Cette ordonnance, conforme aux réquisitions du parquet, a été rendue une semaine après un autre non-lieu prononcé pour les responsables du groupe Eternit, premier producteur français d'amiante-ciment jusqu'à l'interdiction de la fibre.

Il avait été l'un des premiers avec l'équipementier automobile Ferodo-Valeo, à qui appartenaient les usines de Condé-sur-Noireau, à être visés par des plaintes contre ce matériau cancérigène.

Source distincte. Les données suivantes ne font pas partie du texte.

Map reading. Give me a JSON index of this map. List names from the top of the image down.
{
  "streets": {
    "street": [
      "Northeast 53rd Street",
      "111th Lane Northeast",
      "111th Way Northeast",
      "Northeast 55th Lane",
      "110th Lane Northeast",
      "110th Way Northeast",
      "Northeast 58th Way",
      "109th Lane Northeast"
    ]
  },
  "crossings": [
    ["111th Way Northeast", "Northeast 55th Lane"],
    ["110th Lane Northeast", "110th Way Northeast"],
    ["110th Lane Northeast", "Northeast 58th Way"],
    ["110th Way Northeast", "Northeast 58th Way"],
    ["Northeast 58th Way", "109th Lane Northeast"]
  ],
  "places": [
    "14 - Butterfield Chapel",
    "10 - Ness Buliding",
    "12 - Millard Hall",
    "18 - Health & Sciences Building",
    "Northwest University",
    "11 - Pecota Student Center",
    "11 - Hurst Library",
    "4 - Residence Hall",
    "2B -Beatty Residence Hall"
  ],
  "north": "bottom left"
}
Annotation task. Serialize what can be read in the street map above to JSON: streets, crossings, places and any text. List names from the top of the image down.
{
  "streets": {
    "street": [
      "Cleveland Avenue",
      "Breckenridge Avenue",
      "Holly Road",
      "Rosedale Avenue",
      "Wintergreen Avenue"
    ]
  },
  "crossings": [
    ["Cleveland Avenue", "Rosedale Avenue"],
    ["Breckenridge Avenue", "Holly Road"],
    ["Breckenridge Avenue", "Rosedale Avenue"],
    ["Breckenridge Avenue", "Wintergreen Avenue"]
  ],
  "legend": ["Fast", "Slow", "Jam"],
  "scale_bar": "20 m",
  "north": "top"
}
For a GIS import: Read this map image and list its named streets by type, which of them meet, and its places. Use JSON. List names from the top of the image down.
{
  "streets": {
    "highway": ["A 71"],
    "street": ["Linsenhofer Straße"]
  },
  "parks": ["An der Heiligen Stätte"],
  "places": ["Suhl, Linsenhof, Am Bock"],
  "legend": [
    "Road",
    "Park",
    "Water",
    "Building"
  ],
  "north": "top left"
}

L'Andeva, l'association nationale de défense des victimes de l'amiante, a aussitôt annoncé faire appel de cette décision qui équivaut notamment à l'abandon des poursuites contre cinq ex-responsables des usines jusqu'alors mis en examen pour "homicides et blessures involontaires".

"Les magistrats du pôle judiciaire de santé publique ont donc décidé d'enterrer l'ensemble des affaires de l'amiante", a-t-elle dénoncé dans un communiqué, les accusant de délivrer "un véritable permis de tuer sans crainte de poursuite pénale".

Dans leur ordonnance signée le 17 juillet, consultée par l'AFP, les juges ont estimé qu'il n'était "pas possible de déterminer a posteriori une date précise d'intoxication par les fibres d'amiante".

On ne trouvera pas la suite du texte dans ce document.